Heaving, Luenor dragged the two bodies into a small maintenance alcove and checked himself over for blood. A little.
"Get it together," he mumbled, wiping his forehead. He turned back to where he had come from, determined to make it to the main office before someone smarter than those two men caught him.
Meanwhile, in the forge's heart, Hunter and Chote crept around on the catwalks. Below them, a bank of Skyshard blades sparkled, still simmering from the infusion of mana-heat.
Hunter raised a hand for silence. "That's the furnace," he whispered. "What does it look like to you?"
Chote leaned deeper over the rail. His eyes widened as he looked at the complex architecture below. "Dwarven influence. The mana channels, the triple-coal vent thermal exhausts, the actual steel casting — it all reeks of the upper-tier stuff, probably all humans screwing around with it a little."
"You'll be able to copy the design?"
"No," he replied flatly, "but I can understand it. That's what you were after, aye?"
Hunter nodded. "Good. Try to remember as much as you can. We won't be staying."
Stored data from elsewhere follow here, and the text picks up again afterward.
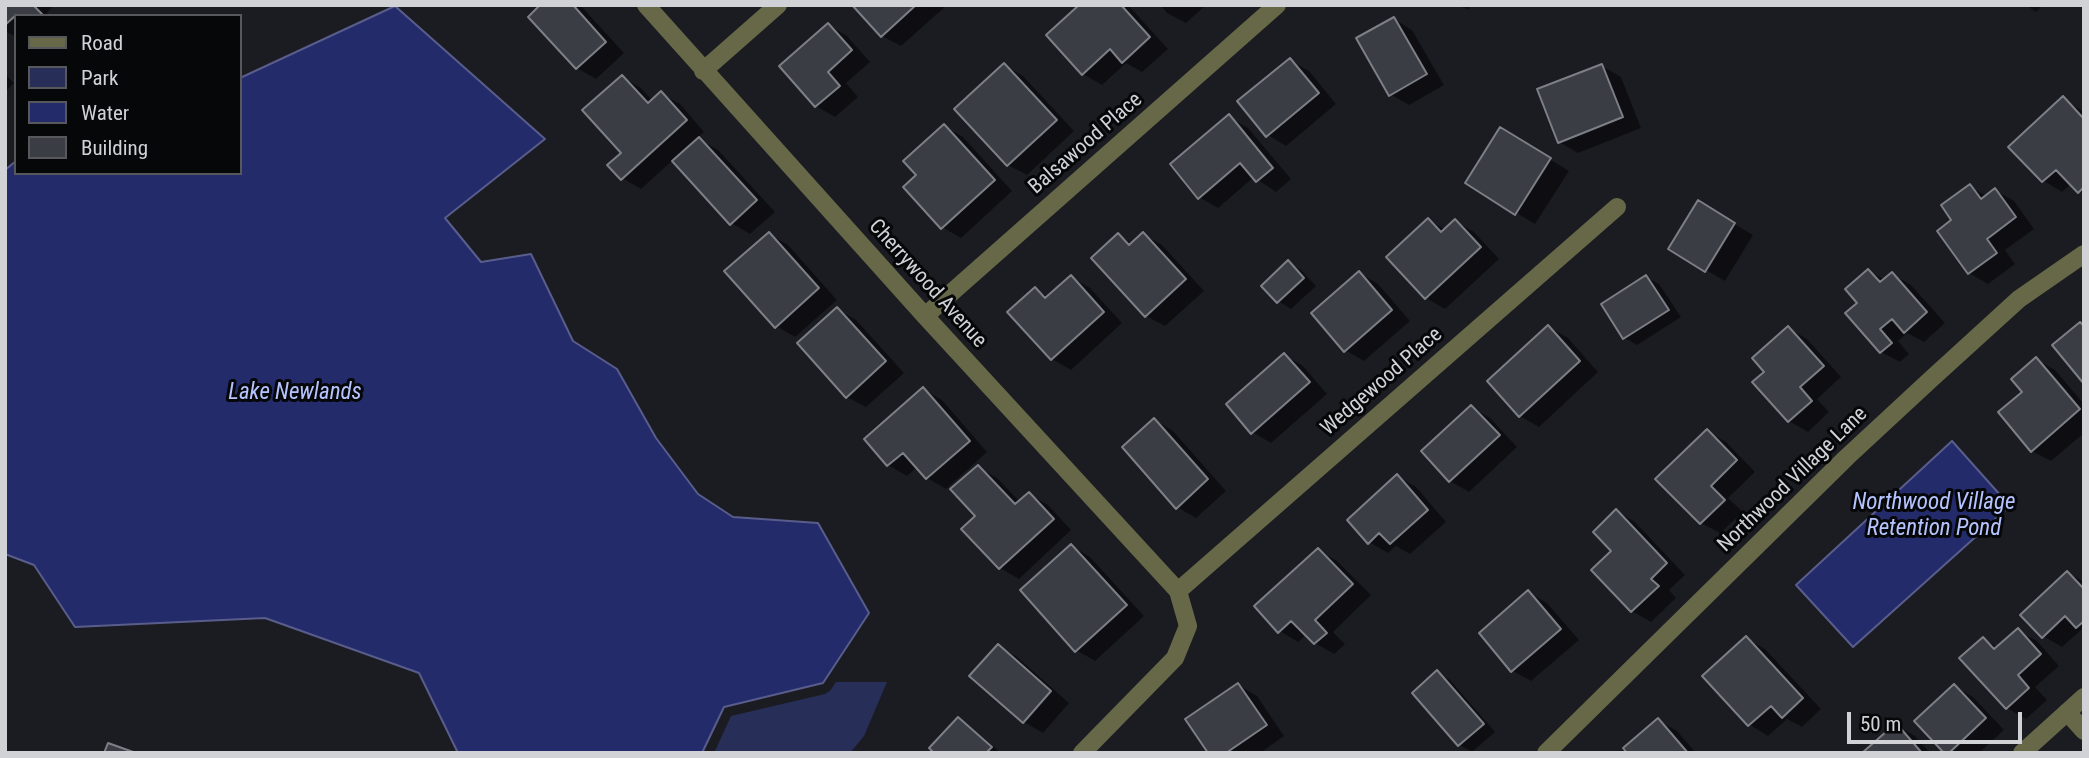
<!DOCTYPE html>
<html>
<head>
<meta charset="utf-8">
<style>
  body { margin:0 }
  #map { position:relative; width:2089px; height:758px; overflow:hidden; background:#1b1c22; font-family:"Roboto Condensed",sans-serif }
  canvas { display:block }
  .frame { position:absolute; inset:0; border:7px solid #d1d2d6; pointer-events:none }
  .legend { position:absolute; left:14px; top:14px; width:228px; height:161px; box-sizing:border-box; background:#060709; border:2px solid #57585b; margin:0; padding:9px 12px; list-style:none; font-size:21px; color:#d1d2d6 }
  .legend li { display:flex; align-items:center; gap:14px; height:35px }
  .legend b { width:35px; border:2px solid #57585b }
  .scale { position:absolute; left:1847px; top:712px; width:175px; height:32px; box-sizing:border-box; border:4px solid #d1d2d6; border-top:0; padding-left:9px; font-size:21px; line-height:24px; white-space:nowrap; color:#d1d2d6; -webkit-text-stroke:5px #060709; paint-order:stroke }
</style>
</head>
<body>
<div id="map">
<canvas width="2089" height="758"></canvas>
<div class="frame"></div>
<ul class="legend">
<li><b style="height:9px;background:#676847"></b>Road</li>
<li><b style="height:19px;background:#272e58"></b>Park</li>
<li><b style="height:19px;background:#242b6b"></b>Water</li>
<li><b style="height:19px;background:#3b3d44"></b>Building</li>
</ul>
<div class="scale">50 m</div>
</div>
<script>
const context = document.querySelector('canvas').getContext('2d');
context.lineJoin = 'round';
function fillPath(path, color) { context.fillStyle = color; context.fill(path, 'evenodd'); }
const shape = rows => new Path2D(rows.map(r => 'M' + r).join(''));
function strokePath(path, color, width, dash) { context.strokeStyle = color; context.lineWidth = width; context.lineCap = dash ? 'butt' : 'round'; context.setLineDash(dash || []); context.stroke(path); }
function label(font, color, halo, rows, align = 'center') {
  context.font = font + ' "Roboto Condensed",sans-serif'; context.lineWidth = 6; context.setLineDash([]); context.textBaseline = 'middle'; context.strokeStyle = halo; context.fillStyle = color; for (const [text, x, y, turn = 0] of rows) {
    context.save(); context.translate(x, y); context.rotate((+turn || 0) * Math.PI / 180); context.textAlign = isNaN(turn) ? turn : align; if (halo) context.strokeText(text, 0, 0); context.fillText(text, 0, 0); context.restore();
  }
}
fillPath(shape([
  [836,682,887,682,864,736,850,753,714,753,731,716,825,694,830,691]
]), '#272e58');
const water = shape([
  [395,6,545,139,445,218,481,262,531,254,573,341,617,369,656,438,698,494,733,517,818,523,869,613,823,683,724,707,702,753,458,753,419,673,265,618,75,627,34,565,5,554,5,170,16,161,16,173,240,173,240,78,395,6],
  [1952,441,2010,506,1853,647,1796,585,1952,441]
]);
fillPath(water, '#242b6b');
strokePath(water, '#585d8b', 2);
fillPath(shape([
  [5,5,54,5,47,13,50,16,16,16,16,37,5,31],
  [543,5,580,5,624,53,596,79,577,68],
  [854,5,947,5,901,46,882,36],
  [1081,5,1128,5,1168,49,1142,72,1126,63,1102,85,1083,74],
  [1160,5,1206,5,1186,23,1167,13],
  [1457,5,1470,5,1469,10],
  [2026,5,2043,5,2036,12],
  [1394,19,1412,30,1444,85,1409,105,1390,94],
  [828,25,847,36,870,62,846,83,858,97,835,117,816,106,781,66],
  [1290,60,1309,71,1336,104,1286,146,1268,135],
  [1004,65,1023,76,1074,131,1027,175,1008,165],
  [1602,66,1621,77,1641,128,1578,153,1559,142],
  [5,74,14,83,5,92],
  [622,77,641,88,653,101,661,94,680,104,704,132,697,138,718,150,775,212,750,234,731,223,673,160,641,189,622,178],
  [2063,99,2084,112,2084,195,2071,184,2062,192,2044,181,2011,147],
  [1229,117,1248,128,1291,179,1276,192,1254,177,1218,208,1199,197],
  [944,126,963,137,1012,191,961,238,942,227],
  [1519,140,1569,171,1535,224,1467,183],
  [1970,187,1987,196,1995,190,2014,201,2034,229,2005,250,2015,264,1988,284,1969,273,1954,221],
  [1699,203,1753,235,1725,281,1706,270],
  [1428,220,1446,230,1455,221,1474,232,1499,259,1445,309,1426,298,1388,257],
  [769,234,788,245,837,300,795,337,776,326],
  [1143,234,1162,245,1204,291,1165,326,1146,316,1119,235,1133,244],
  [1288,263,1301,270,1316,286,1291,309,1278,301],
  [1869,271,1885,280,1892,274,1911,285,1945,323,1924,342,1907,333,1898,341,1909,354,1900,362,1881,352,1859,303],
  [1360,273,1378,284,1410,321,1364,361,1345,350],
  [1071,277,1090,288,1122,323,1071,370,1052,359,1035,289,1049,297],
  [1646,277,1659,284,1681,317,1637,345,1625,338],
  [837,309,856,320,904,373,866,407,847,397],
  [1549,327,1568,338,1598,372,1539,427,1520,416],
  [1788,328,1807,339,1841,377,1817,399,1829,412,1808,432,1789,421,1766,372],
  [1284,355,1303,366,1327,394,1271,443,1252,432],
  [2036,359,2055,370,2084,404,2084,433,2051,461,2032,451],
  [923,389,942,400,987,452,946,489,927,478,917,467,907,476,888,465,866,439],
  [1471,407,1490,418,1517,447,1469,492,1450,481],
  [1155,420,1173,431,1226,491,1196,518,1177,507],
  [1707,431,1726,442,1755,472,1728,498,1743,512,1720,533,1701,523],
  [978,467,997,478,1020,502,1029,494,1048,505,1071,530,1019,579,1000,568,977,516],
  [1397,476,1416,487,1446,522,1410,554,1396,546,1388,553,1369,542],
  [1617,511,1635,522,1685,575,1669,590,1676,598,1651,622,1632,611,1614,551],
  [1072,546,1090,557,1144,616,1095,661,1076,650],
  [1318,550,1337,561,1371,595,1333,632,1345,644,1334,654,1315,643,1307,634,1298,642,1280,631],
  [2068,573,2084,582,2084,630,2082,629,2062,647,2043,636],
  [1528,592,1547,603,1579,640,1531,681,1513,671],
  [2018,631,2037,641,2059,666,2035,687,2047,700,2026,719,2007,708,1983,639,1999,648],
  [1746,638,1765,649,1821,709,1802,727,1787,719,1768,736,1750,725],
  [998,646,1017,657,1069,703,1043,733,1024,722],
  [1437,673,1450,680,1495,732,1472,752,1460,745],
  [1238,685,1257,696,1284,736,1260,753,1211,753],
  [1954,686,1973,697,2004,730,1979,753,1946,753],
  [958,719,970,726,1001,753,937,753],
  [1658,720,1677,731,1696,753,1629,753],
  [1896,725,1915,736,1930,753,1865,753]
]), '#0007');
const building = shape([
  [5,5,33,5,42,14,40,16,15,16,5,25,5,5],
  [540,5,573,5,606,42,576,69,528,17,540,5],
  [852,5,916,5,881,37,852,5],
  [1079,5,1121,5,1150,37,1122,63,1110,49,1082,75,1046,35,1079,5],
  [1394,17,1427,74,1389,96,1356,38,1394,17],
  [828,23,852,50,828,72,840,86,815,107,779,66,828,23],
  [1290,58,1319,93,1266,137,1237,101,1290,58],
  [1004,63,1057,120,1007,166,954,109,1004,63],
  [1602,64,1623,117,1558,143,1537,89,1602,64],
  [622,75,648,103,661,91,687,120,621,180,607,165,621,153,582,110,622,75],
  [2063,96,2084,119,2084,187,2078,193,2056,170,2042,182,2008,147,2063,96],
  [1229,114,1273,168,1256,182,1240,163,1198,199,1170,164,1229,114],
  [944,124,995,180,941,229,903,187,916,175,903,161,944,124],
  [1500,127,1551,158,1515,215,1465,183,1500,127],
  [699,137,757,200,730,225,672,161,699,137],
  [1970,184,1981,199,1995,188,2016,217,1987,239,1997,253,1968,274,1937,231,1951,220,1941,205,1970,184],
  [1698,200,1735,223,1705,272,1668,249,1698,200],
  [1428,218,1441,232,1455,219,1481,247,1425,299,1386,257,1428,218],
  [769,232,819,288,775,328,724,271,769,232],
  [1143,232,1186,279,1145,317,1091,258,1118,233,1129,245,1143,232],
  [1288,260,1304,278,1277,303,1261,286,1288,260],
  [1868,269,1880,282,1892,272,1927,312,1904,333,1892,319,1880,329,1892,343,1880,353,1845,313,1857,303,1845,289,1868,269],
  [1359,271,1392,310,1344,352,1311,313,1359,271],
  [1071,275,1104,312,1051,360,1007,312,1035,287,1045,298,1071,275],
  [1646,275,1669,310,1623,339,1601,304,1646,275],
  [837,307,886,361,846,398,797,343,837,307],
  [2080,322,2084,326,2084,384,2052,345,2080,322],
  [1548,325,1580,361,1519,417,1487,381,1548,325],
  [1788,326,1824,366,1800,387,1812,401,1788,422,1752,382,1764,372,1752,358,1788,326],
  [1284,353,1310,382,1251,434,1226,404,1284,353],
  [2036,357,2080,409,2031,452,1998,412,2022,392,2011,379,2036,357],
  [923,387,970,441,926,479,903,453,887,466,864,439,923,387],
  [1471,405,1500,435,1449,482,1421,451,1471,405],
  [1154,418,1208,479,1176,509,1122,447,1154,418],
  [1707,429,1737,460,1711,486,1725,500,1700,524,1655,479,1707,429],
  [978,465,1015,504,1029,492,1054,519,999,569,961,529,975,516,950,489,978,465],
  [1397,474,1428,510,1390,544,1379,533,1368,544,1347,520,1397,474],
  [1616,509,1667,563,1651,579,1659,586,1631,612,1591,570,1611,551,1593,532,1616,509],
  [1071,544,1127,605,1075,652,1020,590,1071,544],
  [1318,548,1353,584,1315,620,1327,633,1314,644,1291,621,1278,633,1254,606,1318,548],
  [2067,571,2084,589,2084,621,2076,628,2065,616,2042,638,2020,615,2067,571],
  [1528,590,1561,629,1511,672,1479,633,1528,590],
  [2018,628,2041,654,2018,675,2029,688,2006,709,1959,658,1983,637,1994,649,2018,628],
  [1746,636,1803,698,1782,718,1771,706,1748,726,1702,676,1746,636],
  [998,644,1051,691,1023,723,969,676,998,644],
  [1437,670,1484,724,1458,746,1412,693,1437,670],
  [1238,683,1267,725,1226,753,1208,753,1185,719,1238,683],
  [1954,684,1986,718,1949,753,1944,753,1914,721,1954,684],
  [958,717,992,747,986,753,934,753,929,748,958,717],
  [1658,718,1688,753,1627,753,1623,748,1658,718],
  [1896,723,1922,753,1862,753,1896,723],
  [108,743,136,753,104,753,108,743]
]);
fillPath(building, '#3b3d44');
strokePath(building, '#7d7f87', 2);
strokePath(shape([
  [646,5,925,316,1178,591,1188,626,1175,658,1082,753],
  [703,71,778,5],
  [925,316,1277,5],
  [1178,591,1617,207],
  [2067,712,2084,731],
  [1546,753,1847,457,1929,381,2019,299,2084,254],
  [2022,753,2084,697]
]), '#676847', 18);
label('21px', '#d1d2d6', '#060709', [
  ["Balsawood Place",1086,144,-41],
  ["Cherrywood Avenue",927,284,48],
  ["Wedgewood Place",1382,382,-41],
  ["Northwood Village Lane",1793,480,-44]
]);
label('italic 23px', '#b5c4ff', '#060709', [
  ["Lake Newlands",295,393],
  ["Northwood Village",1934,503],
  ["Retention Pond",1934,529]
]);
</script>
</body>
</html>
Then they moved deeper, searching for the mana reservoirs for stabilizing the blade cores.
Returning inside the castle, Marquess Mellon stood before a stained glass window that overlooked Carrowhelm. Though the sparks of violence in the streets had not extinguished yet, the mana explosion a few days earlier had already put a pall on the city.
Mellon turned and saw Bobby seemingly disturbed. "Keep Maynard alive. For the moment. But if the Duke comes asking questions, we need a scapegoat."
"And what of the Fangbangs?" Bobby asked.
Mellon's lips twisted to become a humorless smile. "I want to know the heads of them."